Собственный путь предполагает свое мировоззрение и свои ответы на те сущностные вызовы, которые нам ставит время. Рассматривая пути русской мысли, ИА Красная Весна продолжило разговор с философом, старшим преподавателем СЗИУ РАНХиГС при президенте РФ Никитой Сюндюковым, затронув на этот раз «Философию общего дела» Николая Фёдорова; личности, которая, не принадлежа к какой-то конкретной идеологической группе, оказала большое влияние и на последующее формирование русской идеи, и на технологические достижения нашего государства в космической сфере.
ИА Красная Весна: Наш разговор о наследии Николая Фёдорова проходит на фоне очень показательных и симптоматичных событий в нашей стране. Начало осени ознаменовалось скандальной свадьбой Константина Малофеева и омбудсмена по правам детей Марии Львовй-Беловой, двух ярчайших поборников традиционных ценностей, которые бросили свои прежние семьи ради, судя по всему, создания новой. Мы помним нашумевшие уроки о священных рунах, которые в сентябре этого года проводила Поклонская в начальной школе. Мы также можем заметить, как сильно за последнее время вырос спрос на разного рода эзотерику: натальные карты, карты таро (которые теперь можно приобрести в Эрмитаже), курсы по взаимодействию со вселенной и т. д., с недавнего времени всё это стало пугающей обыденностью.

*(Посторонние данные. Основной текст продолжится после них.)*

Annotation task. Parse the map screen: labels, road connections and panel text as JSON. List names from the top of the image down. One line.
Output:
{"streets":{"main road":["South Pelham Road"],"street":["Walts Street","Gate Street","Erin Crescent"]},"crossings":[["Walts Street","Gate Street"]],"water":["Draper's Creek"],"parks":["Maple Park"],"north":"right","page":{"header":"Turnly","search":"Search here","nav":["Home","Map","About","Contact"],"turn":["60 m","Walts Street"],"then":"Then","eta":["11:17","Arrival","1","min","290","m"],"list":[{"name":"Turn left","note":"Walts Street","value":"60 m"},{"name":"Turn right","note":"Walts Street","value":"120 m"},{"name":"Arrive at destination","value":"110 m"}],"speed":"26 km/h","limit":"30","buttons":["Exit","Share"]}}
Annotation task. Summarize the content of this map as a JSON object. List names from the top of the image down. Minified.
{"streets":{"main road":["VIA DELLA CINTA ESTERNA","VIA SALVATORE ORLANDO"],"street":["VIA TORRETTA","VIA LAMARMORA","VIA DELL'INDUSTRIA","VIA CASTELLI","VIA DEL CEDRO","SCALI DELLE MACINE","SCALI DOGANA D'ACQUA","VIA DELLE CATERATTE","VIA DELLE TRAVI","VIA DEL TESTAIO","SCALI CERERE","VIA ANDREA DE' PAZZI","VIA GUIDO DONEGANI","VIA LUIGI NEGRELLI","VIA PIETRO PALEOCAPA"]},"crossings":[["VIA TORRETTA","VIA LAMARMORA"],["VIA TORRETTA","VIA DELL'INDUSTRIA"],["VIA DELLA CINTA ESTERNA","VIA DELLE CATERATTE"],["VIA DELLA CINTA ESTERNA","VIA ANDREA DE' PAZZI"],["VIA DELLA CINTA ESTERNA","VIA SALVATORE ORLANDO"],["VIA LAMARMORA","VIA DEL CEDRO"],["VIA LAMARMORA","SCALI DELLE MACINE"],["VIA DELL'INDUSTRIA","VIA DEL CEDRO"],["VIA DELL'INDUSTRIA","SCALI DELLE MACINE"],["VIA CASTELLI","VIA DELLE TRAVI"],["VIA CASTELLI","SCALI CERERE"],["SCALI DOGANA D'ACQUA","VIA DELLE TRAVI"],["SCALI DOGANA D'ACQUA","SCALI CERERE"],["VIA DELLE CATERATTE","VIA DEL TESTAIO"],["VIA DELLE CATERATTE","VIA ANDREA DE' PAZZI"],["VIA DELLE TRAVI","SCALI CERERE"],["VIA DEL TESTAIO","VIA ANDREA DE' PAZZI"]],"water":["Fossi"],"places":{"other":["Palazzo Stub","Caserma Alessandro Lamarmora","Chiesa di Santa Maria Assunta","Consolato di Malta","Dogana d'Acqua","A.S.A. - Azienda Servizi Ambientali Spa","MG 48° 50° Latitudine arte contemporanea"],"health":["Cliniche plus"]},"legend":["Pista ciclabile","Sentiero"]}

Не кажется ли Вам, что всё это проявление одного большого идейного вакуума в России? Отсутствия идеи, которая для большинства людей определила бы их нравственный облик и ответила на предельные вопросы? В чем нам сегодня может помочь в этом отношении Фёдоров, который ощущал схожий холод в Российской империи и, разрабатывая свой сотериологический проект, пытался остановить его?
Никита Сюндюков: Меня самого посещали схожие мысли о сложности нашей ситуации. С одной стороны, нам на самых верхах говорят о традиционных ценностях, об уникальной самобытности России, о семье, консерватизме… С другой стороны, история с Поклонской мне напомнила — в данном случае я сравниваю только симптомы одной и той же болезни, а не людей — ту духовную атмосферу, которая царила в Серебряном веке. Мережковский, Философов, Гиппиус, Белый и др., с их именами связаны, с одной стороны, отчаянные религиозные поиски, так как их не удовлетворяло предлагаемое позитивизмом, сциентизмом и другими секулярными типами мировоззрения сведение человека к скотине. А с другой стороны, их не удовлетворяла и церковная мысль, которая, по выражению Достоевского, оказалась в параличе.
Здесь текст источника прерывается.